Exercise:
Compute how many lines in the entries below contain "rows", and output nothing but the number.

[Stored items]
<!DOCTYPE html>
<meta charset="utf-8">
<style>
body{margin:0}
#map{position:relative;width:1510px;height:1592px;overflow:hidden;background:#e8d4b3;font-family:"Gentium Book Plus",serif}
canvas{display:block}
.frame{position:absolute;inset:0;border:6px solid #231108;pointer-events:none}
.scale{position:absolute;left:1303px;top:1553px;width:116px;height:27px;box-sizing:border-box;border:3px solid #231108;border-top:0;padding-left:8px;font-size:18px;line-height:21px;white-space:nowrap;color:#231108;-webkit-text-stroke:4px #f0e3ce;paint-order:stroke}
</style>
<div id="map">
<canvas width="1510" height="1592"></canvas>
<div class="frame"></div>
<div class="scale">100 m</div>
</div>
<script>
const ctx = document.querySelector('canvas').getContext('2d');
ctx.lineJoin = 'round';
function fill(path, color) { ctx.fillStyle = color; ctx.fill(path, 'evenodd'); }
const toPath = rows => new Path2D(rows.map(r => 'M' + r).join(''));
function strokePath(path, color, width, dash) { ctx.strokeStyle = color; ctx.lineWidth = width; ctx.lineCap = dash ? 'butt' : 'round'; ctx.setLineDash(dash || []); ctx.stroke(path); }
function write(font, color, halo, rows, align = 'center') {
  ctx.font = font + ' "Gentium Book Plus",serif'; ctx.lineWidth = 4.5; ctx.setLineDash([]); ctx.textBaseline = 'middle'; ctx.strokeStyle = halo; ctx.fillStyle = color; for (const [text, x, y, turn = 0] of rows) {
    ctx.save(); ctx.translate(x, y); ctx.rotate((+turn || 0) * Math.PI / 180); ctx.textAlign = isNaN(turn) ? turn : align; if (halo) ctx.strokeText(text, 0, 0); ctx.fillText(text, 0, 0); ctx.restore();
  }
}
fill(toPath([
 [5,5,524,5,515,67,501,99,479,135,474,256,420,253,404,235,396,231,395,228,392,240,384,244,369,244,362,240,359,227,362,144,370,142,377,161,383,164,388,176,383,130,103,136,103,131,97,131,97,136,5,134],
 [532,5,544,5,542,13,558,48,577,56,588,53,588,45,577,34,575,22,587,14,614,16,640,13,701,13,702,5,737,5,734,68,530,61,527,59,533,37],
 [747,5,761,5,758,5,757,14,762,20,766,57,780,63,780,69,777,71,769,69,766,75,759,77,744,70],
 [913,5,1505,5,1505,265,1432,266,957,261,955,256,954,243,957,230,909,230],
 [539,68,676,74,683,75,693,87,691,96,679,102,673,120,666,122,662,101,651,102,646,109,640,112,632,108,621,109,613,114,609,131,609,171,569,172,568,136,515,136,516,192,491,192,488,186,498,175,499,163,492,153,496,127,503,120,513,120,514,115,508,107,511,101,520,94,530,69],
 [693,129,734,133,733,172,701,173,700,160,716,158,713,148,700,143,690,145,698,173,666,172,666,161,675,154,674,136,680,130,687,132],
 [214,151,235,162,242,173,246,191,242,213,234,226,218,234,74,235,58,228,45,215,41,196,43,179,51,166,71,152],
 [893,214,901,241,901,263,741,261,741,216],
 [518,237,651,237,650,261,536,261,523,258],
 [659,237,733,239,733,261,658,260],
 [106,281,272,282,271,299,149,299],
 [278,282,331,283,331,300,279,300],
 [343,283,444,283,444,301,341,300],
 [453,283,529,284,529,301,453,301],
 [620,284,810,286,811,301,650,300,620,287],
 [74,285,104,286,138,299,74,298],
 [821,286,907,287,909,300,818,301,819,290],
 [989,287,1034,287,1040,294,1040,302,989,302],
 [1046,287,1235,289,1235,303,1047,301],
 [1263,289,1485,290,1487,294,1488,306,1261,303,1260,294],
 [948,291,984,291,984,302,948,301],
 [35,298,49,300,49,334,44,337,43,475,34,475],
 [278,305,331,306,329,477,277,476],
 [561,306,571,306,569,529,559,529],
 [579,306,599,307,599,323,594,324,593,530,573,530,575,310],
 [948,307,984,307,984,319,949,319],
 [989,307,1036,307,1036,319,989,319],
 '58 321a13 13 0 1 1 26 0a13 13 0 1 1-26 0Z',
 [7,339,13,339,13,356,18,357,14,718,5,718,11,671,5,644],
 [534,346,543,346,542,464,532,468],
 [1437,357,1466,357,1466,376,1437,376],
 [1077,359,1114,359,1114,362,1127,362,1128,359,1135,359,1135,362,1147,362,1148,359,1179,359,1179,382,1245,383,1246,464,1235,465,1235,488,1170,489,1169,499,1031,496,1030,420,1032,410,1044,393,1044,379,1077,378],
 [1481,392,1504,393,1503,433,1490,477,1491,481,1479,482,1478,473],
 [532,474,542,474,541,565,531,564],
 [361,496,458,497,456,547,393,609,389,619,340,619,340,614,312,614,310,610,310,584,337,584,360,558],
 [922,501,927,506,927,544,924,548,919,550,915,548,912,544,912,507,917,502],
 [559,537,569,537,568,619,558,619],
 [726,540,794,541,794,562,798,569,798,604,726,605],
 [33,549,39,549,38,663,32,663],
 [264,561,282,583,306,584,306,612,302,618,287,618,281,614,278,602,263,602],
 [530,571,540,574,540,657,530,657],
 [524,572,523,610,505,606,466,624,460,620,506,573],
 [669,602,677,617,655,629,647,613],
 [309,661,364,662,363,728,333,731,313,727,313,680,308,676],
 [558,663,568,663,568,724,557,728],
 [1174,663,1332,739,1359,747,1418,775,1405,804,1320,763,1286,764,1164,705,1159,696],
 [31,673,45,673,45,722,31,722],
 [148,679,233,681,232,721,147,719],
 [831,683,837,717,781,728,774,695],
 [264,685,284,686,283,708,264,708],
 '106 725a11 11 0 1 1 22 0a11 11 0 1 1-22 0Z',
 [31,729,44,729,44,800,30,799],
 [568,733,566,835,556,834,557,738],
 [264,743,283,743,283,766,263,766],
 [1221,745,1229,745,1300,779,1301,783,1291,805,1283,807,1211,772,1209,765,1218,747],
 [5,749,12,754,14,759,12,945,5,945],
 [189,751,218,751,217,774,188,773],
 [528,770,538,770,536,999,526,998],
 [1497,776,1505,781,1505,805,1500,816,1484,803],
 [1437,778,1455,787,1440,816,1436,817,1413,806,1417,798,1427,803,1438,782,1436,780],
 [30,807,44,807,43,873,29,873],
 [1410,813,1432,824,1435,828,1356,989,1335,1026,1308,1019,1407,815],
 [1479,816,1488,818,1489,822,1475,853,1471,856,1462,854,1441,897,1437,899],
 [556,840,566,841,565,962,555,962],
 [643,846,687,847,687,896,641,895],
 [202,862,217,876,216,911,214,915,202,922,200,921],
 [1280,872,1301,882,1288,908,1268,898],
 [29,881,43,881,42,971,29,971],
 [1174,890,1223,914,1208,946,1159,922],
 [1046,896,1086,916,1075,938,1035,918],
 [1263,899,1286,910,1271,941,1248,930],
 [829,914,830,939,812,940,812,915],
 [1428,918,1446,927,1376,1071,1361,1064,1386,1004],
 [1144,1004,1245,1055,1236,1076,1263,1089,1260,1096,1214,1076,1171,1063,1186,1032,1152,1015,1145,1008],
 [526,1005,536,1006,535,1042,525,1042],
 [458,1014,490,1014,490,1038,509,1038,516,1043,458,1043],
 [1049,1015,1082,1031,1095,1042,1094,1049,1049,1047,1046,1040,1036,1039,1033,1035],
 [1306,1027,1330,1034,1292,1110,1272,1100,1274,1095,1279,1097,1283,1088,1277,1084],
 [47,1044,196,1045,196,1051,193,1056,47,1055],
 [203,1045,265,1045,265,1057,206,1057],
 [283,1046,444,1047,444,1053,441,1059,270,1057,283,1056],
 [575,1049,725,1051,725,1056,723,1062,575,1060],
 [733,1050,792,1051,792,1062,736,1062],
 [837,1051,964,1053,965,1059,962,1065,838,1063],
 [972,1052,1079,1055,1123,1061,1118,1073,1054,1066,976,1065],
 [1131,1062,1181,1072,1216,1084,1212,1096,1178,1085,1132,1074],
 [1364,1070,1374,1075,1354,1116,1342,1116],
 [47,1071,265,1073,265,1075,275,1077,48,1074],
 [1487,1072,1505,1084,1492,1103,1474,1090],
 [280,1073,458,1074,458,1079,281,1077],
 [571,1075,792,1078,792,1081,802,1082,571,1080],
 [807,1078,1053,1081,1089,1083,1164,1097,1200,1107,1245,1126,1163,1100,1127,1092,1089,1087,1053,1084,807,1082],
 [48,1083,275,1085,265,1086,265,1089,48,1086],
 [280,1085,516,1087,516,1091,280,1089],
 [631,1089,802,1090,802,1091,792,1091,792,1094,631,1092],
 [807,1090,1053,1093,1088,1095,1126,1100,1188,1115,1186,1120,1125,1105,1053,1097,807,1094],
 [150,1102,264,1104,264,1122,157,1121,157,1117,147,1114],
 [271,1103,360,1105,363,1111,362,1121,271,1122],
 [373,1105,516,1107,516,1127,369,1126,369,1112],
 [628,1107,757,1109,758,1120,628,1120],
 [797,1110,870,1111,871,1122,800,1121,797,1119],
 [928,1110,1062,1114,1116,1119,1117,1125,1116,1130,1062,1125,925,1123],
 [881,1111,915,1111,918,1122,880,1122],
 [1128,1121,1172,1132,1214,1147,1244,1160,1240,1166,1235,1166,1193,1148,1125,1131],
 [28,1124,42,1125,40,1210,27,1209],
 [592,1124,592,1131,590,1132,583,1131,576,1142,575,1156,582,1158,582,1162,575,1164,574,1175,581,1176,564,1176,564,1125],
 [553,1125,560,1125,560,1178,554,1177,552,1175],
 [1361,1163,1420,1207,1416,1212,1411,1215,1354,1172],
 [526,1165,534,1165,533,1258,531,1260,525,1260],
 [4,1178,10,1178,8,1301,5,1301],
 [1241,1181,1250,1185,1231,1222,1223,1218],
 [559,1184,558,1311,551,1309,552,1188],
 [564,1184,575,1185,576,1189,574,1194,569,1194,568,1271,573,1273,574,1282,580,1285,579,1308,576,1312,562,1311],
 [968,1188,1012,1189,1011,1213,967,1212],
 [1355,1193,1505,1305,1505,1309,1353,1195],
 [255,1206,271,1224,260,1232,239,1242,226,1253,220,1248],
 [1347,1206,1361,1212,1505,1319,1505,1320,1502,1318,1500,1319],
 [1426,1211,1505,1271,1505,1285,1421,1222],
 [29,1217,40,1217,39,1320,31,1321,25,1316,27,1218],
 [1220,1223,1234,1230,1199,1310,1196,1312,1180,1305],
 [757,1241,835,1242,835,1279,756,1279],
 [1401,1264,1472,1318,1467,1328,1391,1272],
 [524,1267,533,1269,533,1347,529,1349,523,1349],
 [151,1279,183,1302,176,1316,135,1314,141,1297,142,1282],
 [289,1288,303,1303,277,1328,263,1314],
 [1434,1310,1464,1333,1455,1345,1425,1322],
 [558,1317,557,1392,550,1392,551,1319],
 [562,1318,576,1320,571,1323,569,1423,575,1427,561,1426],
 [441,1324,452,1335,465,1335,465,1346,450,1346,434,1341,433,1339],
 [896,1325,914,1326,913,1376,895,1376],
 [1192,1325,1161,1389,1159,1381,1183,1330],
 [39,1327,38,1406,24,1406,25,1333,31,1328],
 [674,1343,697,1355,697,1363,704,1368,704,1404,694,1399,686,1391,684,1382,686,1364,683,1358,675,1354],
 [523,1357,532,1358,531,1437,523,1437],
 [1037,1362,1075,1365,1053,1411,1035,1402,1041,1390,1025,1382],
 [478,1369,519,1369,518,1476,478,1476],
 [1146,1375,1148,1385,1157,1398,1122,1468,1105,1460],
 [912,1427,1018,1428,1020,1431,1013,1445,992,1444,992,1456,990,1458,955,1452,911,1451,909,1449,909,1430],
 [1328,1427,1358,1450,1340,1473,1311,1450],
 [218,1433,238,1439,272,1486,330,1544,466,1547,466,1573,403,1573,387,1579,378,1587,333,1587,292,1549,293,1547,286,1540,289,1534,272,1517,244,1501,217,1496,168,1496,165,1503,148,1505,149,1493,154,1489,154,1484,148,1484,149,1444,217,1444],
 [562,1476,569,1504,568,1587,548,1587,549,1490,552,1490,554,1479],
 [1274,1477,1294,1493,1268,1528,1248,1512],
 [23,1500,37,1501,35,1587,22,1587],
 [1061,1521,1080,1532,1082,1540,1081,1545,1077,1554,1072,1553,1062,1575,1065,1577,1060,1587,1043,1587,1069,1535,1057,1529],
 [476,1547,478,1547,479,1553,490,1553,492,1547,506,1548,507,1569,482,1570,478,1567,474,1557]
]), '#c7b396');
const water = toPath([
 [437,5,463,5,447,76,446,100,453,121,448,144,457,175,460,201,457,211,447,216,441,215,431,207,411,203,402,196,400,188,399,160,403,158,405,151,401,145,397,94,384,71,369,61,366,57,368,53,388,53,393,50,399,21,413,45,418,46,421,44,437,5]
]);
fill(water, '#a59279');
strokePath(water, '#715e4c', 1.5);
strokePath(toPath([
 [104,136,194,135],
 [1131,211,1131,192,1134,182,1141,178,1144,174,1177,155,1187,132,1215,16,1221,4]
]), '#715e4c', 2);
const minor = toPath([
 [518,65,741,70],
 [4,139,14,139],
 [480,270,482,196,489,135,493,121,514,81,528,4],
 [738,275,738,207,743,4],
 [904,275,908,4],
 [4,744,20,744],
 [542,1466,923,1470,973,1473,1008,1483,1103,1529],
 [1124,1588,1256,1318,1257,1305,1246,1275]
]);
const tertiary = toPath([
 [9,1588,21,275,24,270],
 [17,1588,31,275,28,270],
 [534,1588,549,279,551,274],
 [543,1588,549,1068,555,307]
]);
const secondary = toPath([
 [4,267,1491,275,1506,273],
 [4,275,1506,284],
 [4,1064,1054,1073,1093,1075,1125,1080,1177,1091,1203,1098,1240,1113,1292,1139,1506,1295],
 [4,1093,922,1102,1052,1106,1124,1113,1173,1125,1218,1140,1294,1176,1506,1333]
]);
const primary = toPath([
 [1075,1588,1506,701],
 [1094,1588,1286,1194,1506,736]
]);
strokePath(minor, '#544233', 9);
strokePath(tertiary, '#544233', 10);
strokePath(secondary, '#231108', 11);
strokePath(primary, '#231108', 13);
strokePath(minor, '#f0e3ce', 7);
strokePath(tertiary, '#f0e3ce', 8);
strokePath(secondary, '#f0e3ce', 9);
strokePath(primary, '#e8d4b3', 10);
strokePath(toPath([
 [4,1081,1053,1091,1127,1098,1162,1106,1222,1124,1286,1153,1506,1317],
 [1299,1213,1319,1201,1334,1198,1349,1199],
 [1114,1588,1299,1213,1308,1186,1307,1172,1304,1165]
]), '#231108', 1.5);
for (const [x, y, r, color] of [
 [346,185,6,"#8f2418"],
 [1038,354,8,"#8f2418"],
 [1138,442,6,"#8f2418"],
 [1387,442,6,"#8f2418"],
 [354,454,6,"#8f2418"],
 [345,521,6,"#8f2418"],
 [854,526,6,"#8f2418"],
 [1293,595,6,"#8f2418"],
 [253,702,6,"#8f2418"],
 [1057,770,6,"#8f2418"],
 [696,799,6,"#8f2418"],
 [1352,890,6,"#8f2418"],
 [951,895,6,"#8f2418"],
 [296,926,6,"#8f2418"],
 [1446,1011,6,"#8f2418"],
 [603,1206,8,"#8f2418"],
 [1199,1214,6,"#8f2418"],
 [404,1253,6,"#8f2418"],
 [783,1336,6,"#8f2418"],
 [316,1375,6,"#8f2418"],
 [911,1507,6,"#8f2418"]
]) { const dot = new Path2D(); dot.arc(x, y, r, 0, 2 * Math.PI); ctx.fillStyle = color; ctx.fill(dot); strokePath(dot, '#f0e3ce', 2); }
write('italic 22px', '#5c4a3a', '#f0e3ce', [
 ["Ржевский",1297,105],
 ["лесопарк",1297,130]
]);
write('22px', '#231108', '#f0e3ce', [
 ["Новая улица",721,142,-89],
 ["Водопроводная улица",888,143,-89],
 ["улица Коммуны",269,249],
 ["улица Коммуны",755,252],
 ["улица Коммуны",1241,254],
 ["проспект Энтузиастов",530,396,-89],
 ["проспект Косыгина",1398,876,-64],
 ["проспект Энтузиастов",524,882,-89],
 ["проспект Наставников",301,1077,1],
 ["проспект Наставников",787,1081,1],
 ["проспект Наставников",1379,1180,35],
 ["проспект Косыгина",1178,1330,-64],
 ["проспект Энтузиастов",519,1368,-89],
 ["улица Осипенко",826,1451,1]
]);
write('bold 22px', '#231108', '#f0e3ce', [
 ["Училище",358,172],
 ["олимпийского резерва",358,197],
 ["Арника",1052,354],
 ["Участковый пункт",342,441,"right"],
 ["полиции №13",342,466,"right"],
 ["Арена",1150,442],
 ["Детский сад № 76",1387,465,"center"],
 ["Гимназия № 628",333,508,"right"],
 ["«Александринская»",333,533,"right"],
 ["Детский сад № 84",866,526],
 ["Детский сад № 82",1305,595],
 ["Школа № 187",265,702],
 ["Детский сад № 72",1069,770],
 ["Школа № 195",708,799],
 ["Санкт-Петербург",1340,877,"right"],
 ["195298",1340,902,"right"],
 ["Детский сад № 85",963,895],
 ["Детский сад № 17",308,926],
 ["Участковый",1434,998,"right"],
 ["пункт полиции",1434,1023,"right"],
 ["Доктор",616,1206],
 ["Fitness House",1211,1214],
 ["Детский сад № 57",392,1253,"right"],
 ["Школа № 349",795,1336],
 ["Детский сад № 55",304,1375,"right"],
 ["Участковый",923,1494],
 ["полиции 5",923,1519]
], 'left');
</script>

Response area:
3